→ **AIM OF THE TASK**: For the word "minor", tally the lines of the data that contain it and give the tally alone.

Stored data entries:
──────────

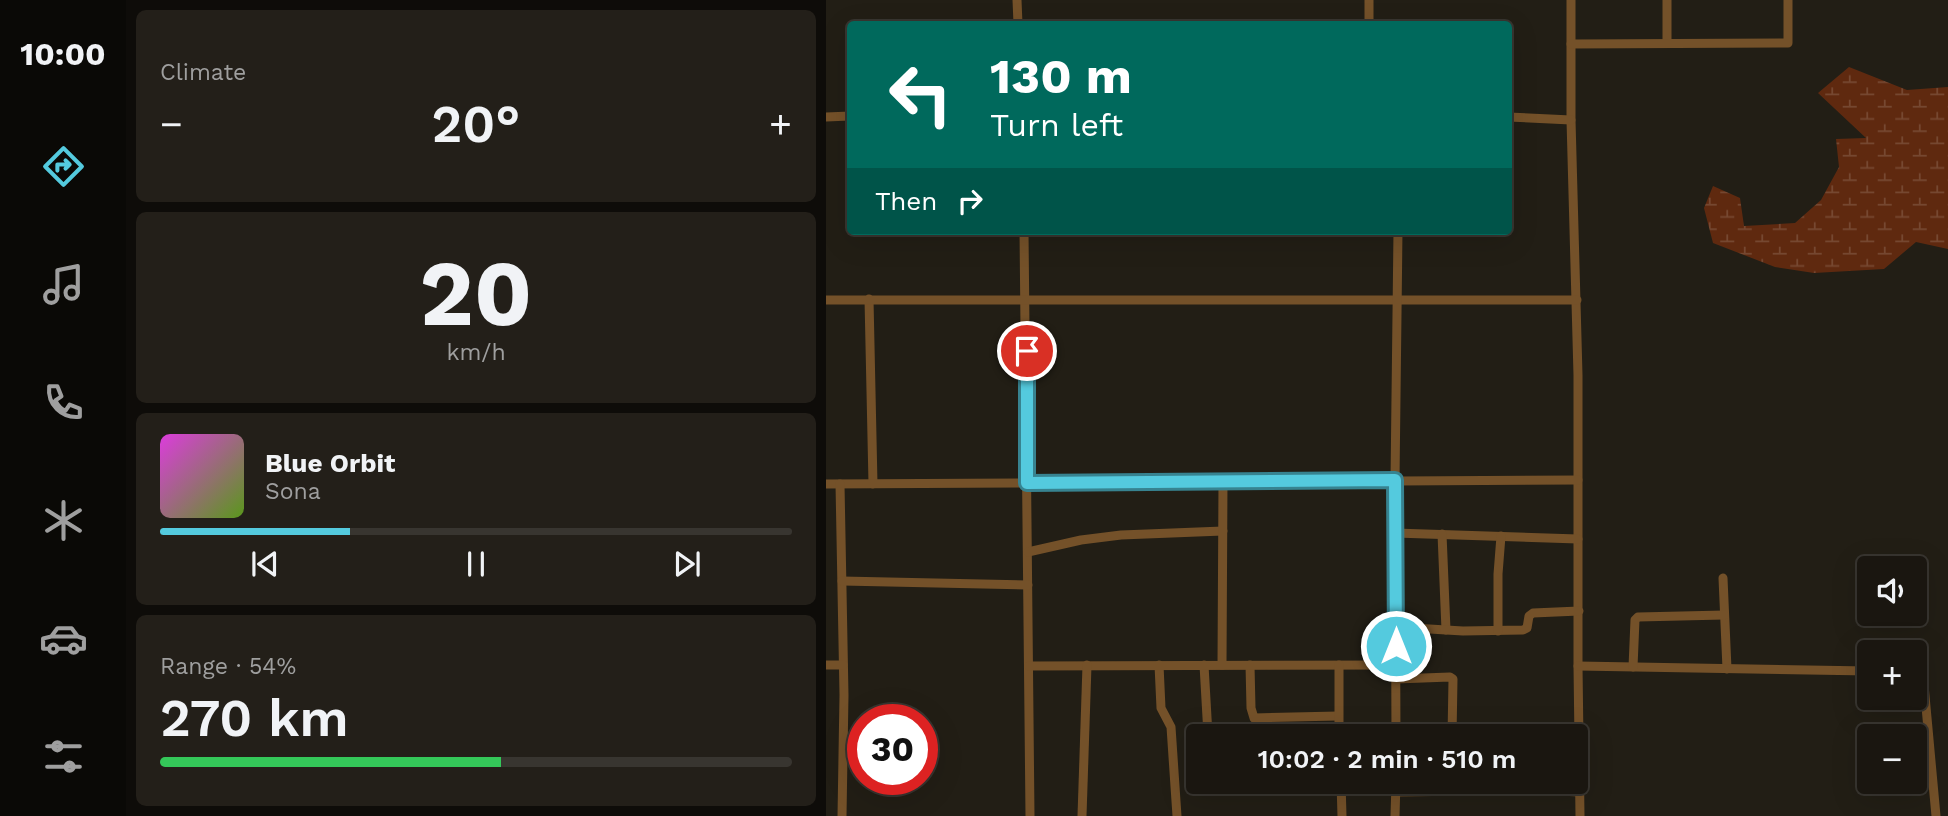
<!DOCTYPE html>
<html lang="en">
<head>
<meta charset="utf-8">
<style>
	body { margin:0; font-family:"Work Sans",sans-serif; background:#231f19; color:#f1f3f6; height:100vh; display:flex; flex-direction:column; font-size:26px; white-space:nowrap }
	* { box-sizing:border-box; margin:0 }
	p { font-size:23px; color:#9f9f9f }
	.icon { flex:none; width:38px; height:38px; fill:none; stroke:currentColor; stroke-width:2; stroke-linecap:round; stroke-linejoin:round }
	.map { position:relative; flex:1; overflow:hidden }
	.details { display:flex; flex-direction:column; gap:10px; padding:10px; background:#0e0c09; width:700px }
	.details>* { flex:none }
	.banner { position:absolute; left:21px; top:21px; width:665px; height:214px; border-radius:7px; box-shadow:0 7px 28px #0002,0 0 0 2px #383530; background:#00695c; color:#fff; overflow:hidden }
	.controls { position:absolute; left:1031px; top:556px; display:grid; gap:14px }
	.controls a { display:grid; place-items:center; width:70px; height:70px; border-radius:7px; background:#1a1610; box-shadow:0 7px 28px #0002,0 0 0 2px #383530; font-size:35px }
	.speed { position:absolute; left:21px; top:704px; display:flex; gap:14px; font-size:35px; font-weight:700; text-align:center }
	.speed>* { display:grid; place-content:center; width:91px; height:91px; border-radius:50%; background:#1a1610; box-shadow:0 7px 28px #0002,0 0 0 2px #383530; line-height:1 }
	.speed .limit { border:10px solid #d22; background:#fff; color:#111 }
	.pin { position:absolute; display:grid; place-items:center; width:60px; height:60px; color:#fff; margin:-30px; border:4px solid #fff; border-radius:50%; box-shadow:0 2px 7px #0007 }
	.me { position:absolute; width:77px; margin:-38px; rotate:0deg; stroke-linejoin:round; filter:drop-shadow(0 0 5px #0008) }
	.turn { display:flex; align-items:center; gap:24px; height:147px; padding:0 28px; font-size:32px }
	.turn .icon { width:91px; height:91px; stroke-width:2.5 }
	.turn b { display:block; font-size:49px; line-height:60px }
	.then { display:flex; align-items:center; height:66px; padding:0 28px; background:#0003; gap:14px; font-size:26px }
	.big { font-size:52px; font-weight:600; line-height:1.1 }
	.details .widget { flex:1; display:flex; flex-direction:column; justify-content:center; gap:10px; min-width:0; padding:0 24px; border-radius:10px; background:#231f19 }
	.details .dial { align-items:center; gap:0 }
	.dial b { font-size:91px; line-height:1 }
	.song { display:flex; align-items:center; gap:21px }
	.cover { width:84px; height:84px; border-radius:10px; background:linear-gradient(135deg,hsl(300 70% 55%),hsl(90 70% 35%)) }
	.played { height:7px; border-radius:4px; background:linear-gradient(90deg,#54cade 30%,#383530 30%) }
	.keys { display:flex; justify-content:space-around; direction:ltr }
	.heat { display:flex; justify-content:space-between; align-items:center; font-size:38px; direction:ltr }
	.charge { height:10px; border-radius:5px; background:linear-gradient(90deg,#34c759 54%,#383530 0) }
	.trip { position:absolute; left:360px; top:724px; width:402px; height:70px; border-radius:7px; background:#1a1610; box-shadow:0 7px 28px #0002,0 0 0 2px #383530; font-weight:600; line-height:70px; text-align:center }
	main { display:flex; flex:1; min-height:0 }
	.menu { display:flex; flex-direction:column; width:126px; justify-content:space-around; align-items:center; background:#0a0906; color:#9f9f9f }
	.menu .icon { width:49px; height:49px }
	.menu .on { color:#54cade }
	.menu b { font-size:32px; color:#f1f3f6 }
	.map>svg:first-child { display:block }
	.wetland { fill:url(#wetland-marsh) }
	.lines { fill:none; stroke-linecap:round; stroke-linejoin:round }
	.minor { stroke:#745129; stroke-width:9 }
	.route-casing { stroke:#378390; stroke-width:18 }
	.route { stroke:#54cade; stroke-width:12 }
</style>
</head>
<body>
<main>
<nav class="menu">
<b>10:00</b>
<svg class="icon on" aria-label="directions" viewBox="0 0 24 24"><path d="M12 3l9 9-9 9-9-9zM9 14v-3h6M13 9l2 2-2 2"/></svg>
<svg class="icon" aria-label="music" viewBox="0 0 24 24"><path d="M9 18V5l10-2v13"/><circle cx="6" cy="18" r="3"/><circle cx="16" cy="16" r="3"/></svg>
<svg class="icon" aria-label="phone" viewBox="0 0 24 24"><path d="M5 4h4l2 5-3 2q2 4 5 5l2-3 5 2v4C11 20 4 13 5 4z"/></svg>
<svg class="icon" aria-label="climate" viewBox="0 0 24 24"><path d="M12 3v18M4 7l16 10M4 17L20 7"/></svg>
<svg class="icon" aria-label="car" viewBox="0 0 24 24"><path d="M5 17H2v-5l4-1 3-4h7l3 4 3 1v5h-3M9 17h6M6 11h13"/><circle cx="7" cy="17" r="2"/><circle cx="17" cy="17" r="2"/></svg>
<svg class="icon" aria-label="filters" viewBox="0 0 24 24"><path d="M4 7h16M4 17h16"/><circle cx="9" cy="7" r="2"/><circle cx="15" cy="17" r="2"/></svg>
</nav>
<section class="details">
<div class="widget"><p>Climate</p>
<div class="heat"><a>−</a><b class="big">20°</b><a>+</a></div>
</div>
<div class="widget dial"><b>20</b><p>km/h</p></div>
<div class="widget">
<div class="song"><i class="cover"></i><div><b>Blue Orbit</b><p>Sona</p></div></div>
<div class="played"></div>
<div class="keys"><svg class="icon" aria-label="previous" viewBox="0 0 24 24"><path d="M18 5L8 12l10 7zM5 5v14"/></svg><svg class="icon" aria-label="pause" viewBox="0 0 24 24"><path d="M8 5v14M16 5v14"/></svg><svg class="icon" aria-label="next" viewBox="0 0 24 24"><path d="M6 5l10 7-10 7zM19 5v14"/></svg></div>
</div>
<div class="widget"><p>Range · 54%</p><b class="big">270 km</b><div class="charge"></div></div>
</section>
<div class="map">
<svg width="1122" height="816" viewBox="0 0 1122 816">
	<defs>
		<pattern id="wetland-marsh" width="20" height="14" patternUnits="userSpaceOnUse" patternTransform="scale(1.75)"><rect width="20" height="14" fill="#5f290f"/><path d="M1 5h8M5 5V1M11 12h8M15 12V8" fill="none" stroke="#764831"/></pattern>
	</defs>
	<rect width="100%" height="100%" fill="#221e15"/>
	<polygon class="wetland" points="1023,67 1081,90 1122,87 1122,249 1090,242 1058,269 988,273 949,267 887,243 878,208 887,186 914,198 918,226 969,223 995,200 1013,167 1010,139 1040,138 992,93"/>
	<g class="lines">
		<g class="minor">
			<polyline points="191,0 192,24"/>
			<polyline points="745,0 745,120 752,375 752,666 754,816"/>
			<polyline points="543,24 543,0"/>
			<polyline points="841,42 841,0"/>
			<polyline points="745,44 962,43 962,0"/>
			<polyline points="0,117 24,116"/>
			<polyline points="682,117 745,120"/>
			<polyline points="198,231 204,816"/>
			<polyline points="43,299 47,484"/>
			<polyline points="0,300 751,300"/>
			<polyline points="0,484 752,480"/>
			<polyline points="14,484 18,695 16,816"/>
			<polyline points="569,533 752,539"/>
			<polyline points="616,534 620,630"/>
			<polyline points="202,552 255,540 295,535 397,531"/>
			<polyline points="897,578 901,669"/>
			<polyline points="16,581 202,585"/>
			<polyline points="570,627 637,631 697,630 701,628 703,616 707,613 753,611"/>
			<polyline points="672,631 672,574 675,536"/>
			<polyline points="0,665 17,665"/>
			<polyline points="333,665 335,708 345,727 351,816"/>
			<polyline points="378,665 382,735"/>
			<polyline points="396,665 397,481"/>
			<polyline points="424,665 425,708 428,718 512,716"/>
			<polyline points="203,666 570,665"/>
			<polyline points="752,666 1043,671"/>
			<polyline points="807,667 809,620 812,617 898,615"/>
			<polyline points="1088,672 1094,675 1098,685 1110,816"/>
			<polyline points="570,679 624,677 627,679 626,737"/>
			<polyline points="513,737 513,665"/>
			<polyline points="570,737 569,480 572,231"/>
			<polyline points="515,782 516,816"/>
			<polyline points="570,792 712,790 754,792"/>
			<polyline points="256,816 261,665"/>
			<polyline points="569,816 570,782"/>
		</g>
	</g>
	<g class="lines">
		<defs>
			<polyline id="route" points="201,351 201,483 569,480 570,646"/>
		</defs>
		<use href="#route" class="route-casing"/>
		<use href="#route" class="route"/>
	</g>
</svg>
<div class="controls">
<a><svg class="icon" aria-label="sound" viewBox="0 0 24 24"><path d="M4 9h4l5-4v14l-5-4H4zM17 9q2 3 0 6"/></svg></a>
<a>+</a>
<a>−</a>
</div>
<div class="speed"><div class="limit">30</div></div>
<div class="pin" style="left:201px;top:351px;background:#d93025"><svg class="icon" aria-label="arrive" viewBox="0 0 24 24"><path d="M6 21V4h12l-3 4 3 4H6"/></svg></div>
<svg class="me" style="left:570px;top:646px" viewBox="-20 -20 40 40"><circle r="17" fill="#54cade" stroke="#fff" stroke-width="3"/><path d="M0-11L8 9 0 5-8 9z" fill="#fff"/></svg>
<div class="trip">10:02 · 2 min · 510 m</div>
<div class="banner">
<div class="turn"><svg class="icon" aria-label="left" viewBox="0 0 24 24"><path d="M17 20v-9H6M10 6l-5 5 5 5"/></svg><div><b>130 m</b>Turn left</div></div>
<div class="then">Then<svg class="icon" aria-label="right" viewBox="0 0 24 24"><path d="M7 20v-9h11M14 6l5 5-5 5"/></svg></div>
</div>
</div>
</main>
</body>
</html>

──────────

→ **RESPONSE TO THIS TASK**: 2